Avant de commencer à pratiquer une de ces deux formes de thérapie, que ce soit la
« thérapie avec le cheval » ou encore l’hippothérapie, il est nécessaire de se renseigner afin de
savoir laquelle des deux est la plus adaptée aux difficultés que la personne rencontre. C’est-à-
dire que si la personne a uniquement besoin de faire de la rééducation suite à un accident par
exemple, quelques séances d’hippothérapie seront amplement suffisantes. Par contre, si une
personne a un problème d’ordre physique et également psychique, elle aura meilleur temps de
faire des séances de « thérapie avec le cheval », car le thérapeute peut lui apporter du soutien,
mais le contact avec le cheval est un lien qui apporte une très grande aide à beaucoup de
personnes.

Finalement, entre la « thérapie avec le cheval » et l’hippothérapie, il n’y a pas une des
deux formes de thérapie qui peut être considérée comme étant la meilleure, mais il suffit
simplement de faire le bon choix en optant pour une thérapie qui est adaptée aux besoins du
patient.

Pour pouvoir pratiquer ces métiers, il s’agit surtout une question de patience et de
passion.

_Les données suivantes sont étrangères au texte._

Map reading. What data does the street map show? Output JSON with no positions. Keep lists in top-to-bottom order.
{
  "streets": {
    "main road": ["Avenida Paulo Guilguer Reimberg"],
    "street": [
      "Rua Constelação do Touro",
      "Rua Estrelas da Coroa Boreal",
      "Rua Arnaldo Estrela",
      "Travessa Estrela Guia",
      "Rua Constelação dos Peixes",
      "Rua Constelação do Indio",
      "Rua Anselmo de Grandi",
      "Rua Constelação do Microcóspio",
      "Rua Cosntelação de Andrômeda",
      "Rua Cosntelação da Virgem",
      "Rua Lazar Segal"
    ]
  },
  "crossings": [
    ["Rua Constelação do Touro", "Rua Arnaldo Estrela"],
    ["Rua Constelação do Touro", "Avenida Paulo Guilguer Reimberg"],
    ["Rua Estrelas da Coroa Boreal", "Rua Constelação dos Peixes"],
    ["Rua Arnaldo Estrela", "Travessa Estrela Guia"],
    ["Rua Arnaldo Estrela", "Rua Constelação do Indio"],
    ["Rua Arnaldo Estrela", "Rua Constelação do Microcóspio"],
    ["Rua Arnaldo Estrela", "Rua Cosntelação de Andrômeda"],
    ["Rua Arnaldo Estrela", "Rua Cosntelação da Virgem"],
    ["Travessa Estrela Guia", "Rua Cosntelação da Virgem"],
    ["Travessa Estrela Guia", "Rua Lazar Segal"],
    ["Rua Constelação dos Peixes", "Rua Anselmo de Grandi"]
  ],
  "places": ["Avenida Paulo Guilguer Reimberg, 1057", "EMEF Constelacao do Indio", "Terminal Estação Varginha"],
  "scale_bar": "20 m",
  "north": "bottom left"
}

En effet, comme je l’ai déjà remarqué en pratiquant l’équitation, soit à l’occasion de
cours ou de balades, chaque cheval a son propre caractère et il arrive que celui-ci ne veuille
pas travailler. Dans ces moments-là il n’y a rien à faire. Par contre, la relation que le cavalier
peut avoir lui est merveilleuse, car l’affection d’un cheval est sans limite.